From c0b4aa41e36ba78185f78020682282e52c080484 Mon Sep 17 00:00:00 2001
From: Alexandre Gramfort <alexandre.gramfort@inria.fr>
Date: Sun, 28 Nov 2010 12:44:37 -0500
Subject: [PATCH] ENH : adding NeighborsBarycenter for regression pbs using
 k-Nearest Neighbors API : change api for kneighbors_graph function

---
 examples/plot_neighbors_regression.py |  44 +++++++
 scikits/learn/neighbors.py            | 180 +++++++++++++++++++++++---
 scikits/learn/tests/test_neighbors.py |  32 +++--
 3 files changed, 228 insertions(+), 28 deletions(-)
 create mode 100644 examples/plot_neighbors_regression.py

diff --git a/examples/plot_neighbors_regression.py b/examples/plot_neighbors_regression.py
new file mode 100644
index 0000000000..b5975a321f
--- /dev/null
+++ b/examples/plot_neighbors_regression.py
@@ -0,0 +1,44 @@
+"""
+==============================
+k-Nearest Neighbors regression
+==============================
+
+Demonstrate the resolution of a regression problem
+using a k-Nearest Neighbor and the interpolation of the
+target using barycenter computation.
+
+"""
+print __doc__
+
+###############################################################################
+# Generate sample data
+import numpy as np
+
+np.random.seed(0)
+X = np.sort(5*np.random.rand(40, 1), axis=0)

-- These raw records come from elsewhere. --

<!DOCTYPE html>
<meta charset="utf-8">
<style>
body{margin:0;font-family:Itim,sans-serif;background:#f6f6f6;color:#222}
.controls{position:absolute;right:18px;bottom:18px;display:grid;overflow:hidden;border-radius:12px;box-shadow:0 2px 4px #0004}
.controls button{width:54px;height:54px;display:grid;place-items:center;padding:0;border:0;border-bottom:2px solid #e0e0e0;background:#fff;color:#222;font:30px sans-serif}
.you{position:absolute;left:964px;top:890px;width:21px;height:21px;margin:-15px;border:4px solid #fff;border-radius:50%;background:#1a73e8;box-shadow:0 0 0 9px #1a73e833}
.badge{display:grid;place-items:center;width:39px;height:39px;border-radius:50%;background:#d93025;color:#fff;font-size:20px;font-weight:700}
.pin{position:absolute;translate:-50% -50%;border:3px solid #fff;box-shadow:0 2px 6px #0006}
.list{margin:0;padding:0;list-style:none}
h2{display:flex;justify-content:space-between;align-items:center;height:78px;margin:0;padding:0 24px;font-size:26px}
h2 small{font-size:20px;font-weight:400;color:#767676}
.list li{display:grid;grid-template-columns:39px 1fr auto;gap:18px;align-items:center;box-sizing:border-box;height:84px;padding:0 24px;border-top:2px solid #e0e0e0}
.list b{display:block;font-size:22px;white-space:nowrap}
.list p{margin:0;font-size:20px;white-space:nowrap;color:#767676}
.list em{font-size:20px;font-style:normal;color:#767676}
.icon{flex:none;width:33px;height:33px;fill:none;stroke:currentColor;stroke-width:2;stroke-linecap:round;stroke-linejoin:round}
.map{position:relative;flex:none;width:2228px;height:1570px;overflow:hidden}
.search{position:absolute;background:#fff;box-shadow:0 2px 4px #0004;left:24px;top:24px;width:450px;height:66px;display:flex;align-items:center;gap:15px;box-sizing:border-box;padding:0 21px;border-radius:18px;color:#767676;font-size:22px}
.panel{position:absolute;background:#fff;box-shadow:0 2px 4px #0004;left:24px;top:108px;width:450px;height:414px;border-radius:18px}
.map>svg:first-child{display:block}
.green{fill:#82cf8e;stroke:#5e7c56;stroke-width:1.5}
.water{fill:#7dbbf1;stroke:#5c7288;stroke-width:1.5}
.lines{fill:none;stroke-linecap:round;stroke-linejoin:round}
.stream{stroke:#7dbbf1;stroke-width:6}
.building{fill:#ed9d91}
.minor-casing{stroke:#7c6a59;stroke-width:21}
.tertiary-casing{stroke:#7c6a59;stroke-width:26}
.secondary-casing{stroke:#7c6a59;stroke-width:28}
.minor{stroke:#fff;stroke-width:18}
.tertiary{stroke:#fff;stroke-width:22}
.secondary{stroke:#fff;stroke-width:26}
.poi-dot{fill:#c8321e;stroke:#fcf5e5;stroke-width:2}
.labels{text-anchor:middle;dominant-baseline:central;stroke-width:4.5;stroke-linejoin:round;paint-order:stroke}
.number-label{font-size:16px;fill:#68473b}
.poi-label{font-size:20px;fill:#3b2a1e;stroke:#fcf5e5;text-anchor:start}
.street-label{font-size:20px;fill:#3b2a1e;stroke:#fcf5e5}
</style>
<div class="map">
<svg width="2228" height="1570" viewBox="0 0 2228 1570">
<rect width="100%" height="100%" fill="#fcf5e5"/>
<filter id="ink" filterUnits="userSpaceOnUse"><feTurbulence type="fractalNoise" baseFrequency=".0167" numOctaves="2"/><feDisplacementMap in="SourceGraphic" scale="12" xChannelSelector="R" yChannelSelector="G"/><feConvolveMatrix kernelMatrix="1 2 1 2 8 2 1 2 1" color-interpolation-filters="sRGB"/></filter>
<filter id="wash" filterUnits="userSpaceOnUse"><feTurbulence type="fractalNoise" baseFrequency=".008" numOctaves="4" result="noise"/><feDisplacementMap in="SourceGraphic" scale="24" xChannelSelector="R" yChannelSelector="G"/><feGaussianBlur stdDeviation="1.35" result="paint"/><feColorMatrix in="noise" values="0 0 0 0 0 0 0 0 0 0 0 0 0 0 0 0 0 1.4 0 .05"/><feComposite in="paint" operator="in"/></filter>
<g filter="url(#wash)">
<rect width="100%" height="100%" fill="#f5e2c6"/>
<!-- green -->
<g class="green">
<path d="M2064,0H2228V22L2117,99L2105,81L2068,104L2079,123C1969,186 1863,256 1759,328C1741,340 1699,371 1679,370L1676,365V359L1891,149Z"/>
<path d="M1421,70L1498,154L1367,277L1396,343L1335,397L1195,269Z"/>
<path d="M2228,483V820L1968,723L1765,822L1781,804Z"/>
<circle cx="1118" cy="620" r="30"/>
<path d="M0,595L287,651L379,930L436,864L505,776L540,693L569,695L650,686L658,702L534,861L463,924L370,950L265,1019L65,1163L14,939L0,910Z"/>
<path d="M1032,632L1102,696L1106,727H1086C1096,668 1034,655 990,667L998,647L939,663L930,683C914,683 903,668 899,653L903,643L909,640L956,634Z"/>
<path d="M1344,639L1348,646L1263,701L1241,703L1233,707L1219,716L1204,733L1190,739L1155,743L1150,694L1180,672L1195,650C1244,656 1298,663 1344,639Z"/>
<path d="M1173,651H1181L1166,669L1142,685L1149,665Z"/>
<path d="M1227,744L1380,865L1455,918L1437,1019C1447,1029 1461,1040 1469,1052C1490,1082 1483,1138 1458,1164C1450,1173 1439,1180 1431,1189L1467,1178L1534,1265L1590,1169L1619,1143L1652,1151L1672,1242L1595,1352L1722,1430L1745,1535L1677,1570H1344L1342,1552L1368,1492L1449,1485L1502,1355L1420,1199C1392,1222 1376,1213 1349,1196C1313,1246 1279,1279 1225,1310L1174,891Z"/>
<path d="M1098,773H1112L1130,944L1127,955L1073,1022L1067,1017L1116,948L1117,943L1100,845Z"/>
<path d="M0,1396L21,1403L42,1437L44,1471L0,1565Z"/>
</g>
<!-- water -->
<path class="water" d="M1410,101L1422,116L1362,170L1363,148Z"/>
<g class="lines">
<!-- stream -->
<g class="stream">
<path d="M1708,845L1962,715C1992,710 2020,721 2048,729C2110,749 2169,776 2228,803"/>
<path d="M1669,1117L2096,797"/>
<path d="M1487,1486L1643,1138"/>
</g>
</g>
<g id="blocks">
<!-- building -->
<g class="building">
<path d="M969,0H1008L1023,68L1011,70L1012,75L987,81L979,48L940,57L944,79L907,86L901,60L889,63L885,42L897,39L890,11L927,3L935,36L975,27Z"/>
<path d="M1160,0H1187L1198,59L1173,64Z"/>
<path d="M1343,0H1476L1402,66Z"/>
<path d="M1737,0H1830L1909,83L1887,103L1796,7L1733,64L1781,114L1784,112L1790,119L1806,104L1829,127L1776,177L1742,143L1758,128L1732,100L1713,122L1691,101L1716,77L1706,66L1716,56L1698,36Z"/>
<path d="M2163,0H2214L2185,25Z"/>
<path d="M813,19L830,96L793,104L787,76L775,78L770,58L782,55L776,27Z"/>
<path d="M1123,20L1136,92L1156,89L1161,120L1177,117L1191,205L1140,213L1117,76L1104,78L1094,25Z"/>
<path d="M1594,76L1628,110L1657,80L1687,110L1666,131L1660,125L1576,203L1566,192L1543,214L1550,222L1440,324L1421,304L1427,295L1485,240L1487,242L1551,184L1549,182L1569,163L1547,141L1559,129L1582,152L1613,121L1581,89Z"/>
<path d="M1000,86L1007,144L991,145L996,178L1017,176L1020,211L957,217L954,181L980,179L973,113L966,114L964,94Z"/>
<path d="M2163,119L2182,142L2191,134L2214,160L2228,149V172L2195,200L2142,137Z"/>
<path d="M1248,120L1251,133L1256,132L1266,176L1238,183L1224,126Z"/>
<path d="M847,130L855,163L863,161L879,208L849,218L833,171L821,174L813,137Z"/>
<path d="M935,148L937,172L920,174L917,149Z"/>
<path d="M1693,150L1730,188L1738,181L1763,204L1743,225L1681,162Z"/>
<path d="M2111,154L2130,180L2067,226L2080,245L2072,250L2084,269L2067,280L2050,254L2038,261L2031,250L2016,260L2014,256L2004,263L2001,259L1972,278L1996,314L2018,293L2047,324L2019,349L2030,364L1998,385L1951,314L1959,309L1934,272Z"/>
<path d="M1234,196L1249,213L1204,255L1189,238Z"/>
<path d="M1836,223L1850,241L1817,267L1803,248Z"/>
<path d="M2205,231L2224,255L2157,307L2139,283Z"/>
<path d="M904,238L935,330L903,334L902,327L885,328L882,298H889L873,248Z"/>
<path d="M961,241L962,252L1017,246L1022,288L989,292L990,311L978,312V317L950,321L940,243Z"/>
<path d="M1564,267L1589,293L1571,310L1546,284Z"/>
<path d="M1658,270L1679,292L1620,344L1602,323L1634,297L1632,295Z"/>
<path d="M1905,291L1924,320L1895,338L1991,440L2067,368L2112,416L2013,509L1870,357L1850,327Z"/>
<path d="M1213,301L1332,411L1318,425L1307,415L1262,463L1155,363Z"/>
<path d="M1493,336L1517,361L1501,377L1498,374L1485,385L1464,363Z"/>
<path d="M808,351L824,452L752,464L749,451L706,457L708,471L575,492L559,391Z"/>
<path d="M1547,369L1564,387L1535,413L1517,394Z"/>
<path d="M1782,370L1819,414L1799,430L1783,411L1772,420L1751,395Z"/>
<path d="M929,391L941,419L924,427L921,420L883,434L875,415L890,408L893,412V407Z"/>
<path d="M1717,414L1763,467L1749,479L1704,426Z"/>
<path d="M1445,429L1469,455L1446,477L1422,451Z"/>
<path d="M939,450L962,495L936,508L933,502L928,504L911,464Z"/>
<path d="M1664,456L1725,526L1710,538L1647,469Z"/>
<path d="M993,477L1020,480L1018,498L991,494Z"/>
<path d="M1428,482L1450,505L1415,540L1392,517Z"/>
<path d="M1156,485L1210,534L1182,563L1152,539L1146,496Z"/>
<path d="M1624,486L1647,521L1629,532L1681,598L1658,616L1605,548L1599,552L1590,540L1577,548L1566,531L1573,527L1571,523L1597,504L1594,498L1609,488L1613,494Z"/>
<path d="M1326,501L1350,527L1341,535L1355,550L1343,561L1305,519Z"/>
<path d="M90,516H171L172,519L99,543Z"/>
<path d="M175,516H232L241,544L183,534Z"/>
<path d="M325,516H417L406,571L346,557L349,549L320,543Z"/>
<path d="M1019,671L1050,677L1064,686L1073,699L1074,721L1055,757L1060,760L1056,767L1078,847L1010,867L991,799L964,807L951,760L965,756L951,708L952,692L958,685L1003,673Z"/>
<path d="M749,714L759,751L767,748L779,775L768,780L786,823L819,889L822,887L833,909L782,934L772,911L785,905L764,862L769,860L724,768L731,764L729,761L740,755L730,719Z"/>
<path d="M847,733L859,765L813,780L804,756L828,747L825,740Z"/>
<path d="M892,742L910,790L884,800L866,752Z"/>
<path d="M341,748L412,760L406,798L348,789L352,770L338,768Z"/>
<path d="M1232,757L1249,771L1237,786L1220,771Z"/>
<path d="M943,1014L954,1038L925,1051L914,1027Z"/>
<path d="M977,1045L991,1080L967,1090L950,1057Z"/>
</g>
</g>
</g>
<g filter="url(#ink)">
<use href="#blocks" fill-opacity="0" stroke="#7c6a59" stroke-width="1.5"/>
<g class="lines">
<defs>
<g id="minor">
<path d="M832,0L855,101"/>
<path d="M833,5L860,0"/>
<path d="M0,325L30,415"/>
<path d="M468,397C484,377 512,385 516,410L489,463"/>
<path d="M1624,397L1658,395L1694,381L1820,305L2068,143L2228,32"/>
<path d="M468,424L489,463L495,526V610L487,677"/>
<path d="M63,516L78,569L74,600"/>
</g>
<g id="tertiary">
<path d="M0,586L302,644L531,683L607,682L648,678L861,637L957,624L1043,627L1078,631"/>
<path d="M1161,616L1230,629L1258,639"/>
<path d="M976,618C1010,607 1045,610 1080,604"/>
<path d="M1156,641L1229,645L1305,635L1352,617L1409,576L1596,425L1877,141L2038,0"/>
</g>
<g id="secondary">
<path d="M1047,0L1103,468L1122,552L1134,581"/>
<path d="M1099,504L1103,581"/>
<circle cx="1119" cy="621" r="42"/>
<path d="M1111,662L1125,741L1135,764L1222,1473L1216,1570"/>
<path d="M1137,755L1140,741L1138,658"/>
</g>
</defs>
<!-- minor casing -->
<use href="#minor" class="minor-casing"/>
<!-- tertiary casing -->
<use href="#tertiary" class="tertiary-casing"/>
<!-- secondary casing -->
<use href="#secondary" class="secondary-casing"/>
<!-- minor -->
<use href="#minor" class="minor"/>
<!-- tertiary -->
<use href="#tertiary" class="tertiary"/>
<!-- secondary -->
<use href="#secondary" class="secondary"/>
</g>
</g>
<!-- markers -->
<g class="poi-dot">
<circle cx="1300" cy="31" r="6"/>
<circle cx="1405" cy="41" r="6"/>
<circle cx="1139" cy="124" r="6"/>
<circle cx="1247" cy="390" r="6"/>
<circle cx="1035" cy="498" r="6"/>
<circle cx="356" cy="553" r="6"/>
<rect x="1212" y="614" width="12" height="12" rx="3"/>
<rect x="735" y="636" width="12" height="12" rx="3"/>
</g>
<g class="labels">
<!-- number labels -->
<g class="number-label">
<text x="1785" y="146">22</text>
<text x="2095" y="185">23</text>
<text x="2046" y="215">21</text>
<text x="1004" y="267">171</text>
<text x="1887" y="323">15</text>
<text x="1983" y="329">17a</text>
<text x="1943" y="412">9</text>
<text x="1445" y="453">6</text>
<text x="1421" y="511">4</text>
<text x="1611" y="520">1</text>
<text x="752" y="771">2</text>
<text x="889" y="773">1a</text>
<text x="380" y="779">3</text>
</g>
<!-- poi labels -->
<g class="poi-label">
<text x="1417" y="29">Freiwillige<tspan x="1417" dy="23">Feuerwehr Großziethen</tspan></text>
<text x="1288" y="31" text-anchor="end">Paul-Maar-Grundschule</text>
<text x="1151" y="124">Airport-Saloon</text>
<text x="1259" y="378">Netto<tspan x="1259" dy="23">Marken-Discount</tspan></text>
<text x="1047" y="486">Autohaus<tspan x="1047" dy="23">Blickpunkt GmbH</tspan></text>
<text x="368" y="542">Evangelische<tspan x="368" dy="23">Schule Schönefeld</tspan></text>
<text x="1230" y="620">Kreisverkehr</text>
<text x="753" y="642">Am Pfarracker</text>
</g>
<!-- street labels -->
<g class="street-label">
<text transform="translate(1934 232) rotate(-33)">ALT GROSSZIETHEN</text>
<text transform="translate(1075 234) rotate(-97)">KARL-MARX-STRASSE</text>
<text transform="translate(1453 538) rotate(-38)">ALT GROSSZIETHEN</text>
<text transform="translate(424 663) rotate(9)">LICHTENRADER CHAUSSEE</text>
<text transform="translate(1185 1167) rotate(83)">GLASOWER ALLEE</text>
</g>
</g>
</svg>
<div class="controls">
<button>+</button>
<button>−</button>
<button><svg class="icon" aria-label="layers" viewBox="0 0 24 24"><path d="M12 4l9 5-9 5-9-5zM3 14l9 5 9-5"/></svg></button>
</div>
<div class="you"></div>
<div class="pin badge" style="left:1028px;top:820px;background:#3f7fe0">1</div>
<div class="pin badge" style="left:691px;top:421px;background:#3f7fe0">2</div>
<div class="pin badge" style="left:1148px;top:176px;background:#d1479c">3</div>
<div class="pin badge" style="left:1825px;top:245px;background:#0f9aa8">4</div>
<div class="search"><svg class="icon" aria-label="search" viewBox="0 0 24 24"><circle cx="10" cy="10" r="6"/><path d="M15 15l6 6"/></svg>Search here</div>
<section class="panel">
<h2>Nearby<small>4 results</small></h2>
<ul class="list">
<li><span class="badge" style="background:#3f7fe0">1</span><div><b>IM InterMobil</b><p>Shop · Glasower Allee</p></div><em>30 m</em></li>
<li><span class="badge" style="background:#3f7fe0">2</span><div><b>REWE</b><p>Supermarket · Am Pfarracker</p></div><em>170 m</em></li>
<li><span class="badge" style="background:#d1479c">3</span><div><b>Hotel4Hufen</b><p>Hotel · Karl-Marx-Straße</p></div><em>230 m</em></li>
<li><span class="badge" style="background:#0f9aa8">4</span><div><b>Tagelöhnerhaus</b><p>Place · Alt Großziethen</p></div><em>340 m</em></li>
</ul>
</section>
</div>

+T = np.linspace(0, 5, 500)
+y = np.sin(X).ravel()
+
+# Add noise to targets
+y[::5] += 1*(0.5 - np.random.rand(8))
+
+###############################################################################
+# Fit regression model
+
+from scikits.learn import neighbors
+
+knn_barycenter = neighbors.NeighborsBarycenter(k=5)
+y_ = knn_barycenter.fit(X, y).predict(T)
+
+###############################################################################
+# look at the results
+import pylab as pl
+pl.scatter(X, y, c='k', label='data')
+pl.hold('on')
+pl.plot(T, y_, c='g', label='k-NN prediction')
+pl.xlabel('data')
+pl.ylabel('target')
+pl.legend()
+pl.title('k-NN Regression')
+pl.show()
+
diff --git a/scikits/learn/neighbors.py b/scikits/learn/neighbors.py
index c90e37895a..7f2d15e752 100644
--- a/scikits/learn/neighbors.py
+++ b/scikits/learn/neighbors.py
@@ -6,8 +6,9 @@ neighbor searches in high dimensionality.
 """
 import numpy as np
 from scipy import stats
+from scipy import linalg
 
-from .base import BaseEstimator, ClassifierMixin
+from .base import BaseEstimator, ClassifierMixin, RegressorMixin
 from .ball_tree import BallTree
 
 
@@ -144,9 +145,123 @@ def _predict_from_BallTree(ball_tree, Y, test, k):
         return Y_
     return (stats.mode(Y_, axis=1)[0]).ravel()
 
+###############################################################################
+# Neighbors Barycenter class for regression problems
 
-def kneighbors_graph(X, k, with_dist=True):
-    """Computes the graph of k-Neighbors
+class NeighborsBarycenter(BaseEstimator, RegressorMixin):
+    """Regression based on k-Nearest Neighbor Algorithm.
+
+    Parameters
+    ----------
+    X : array-like, shape (n_samples, n_features)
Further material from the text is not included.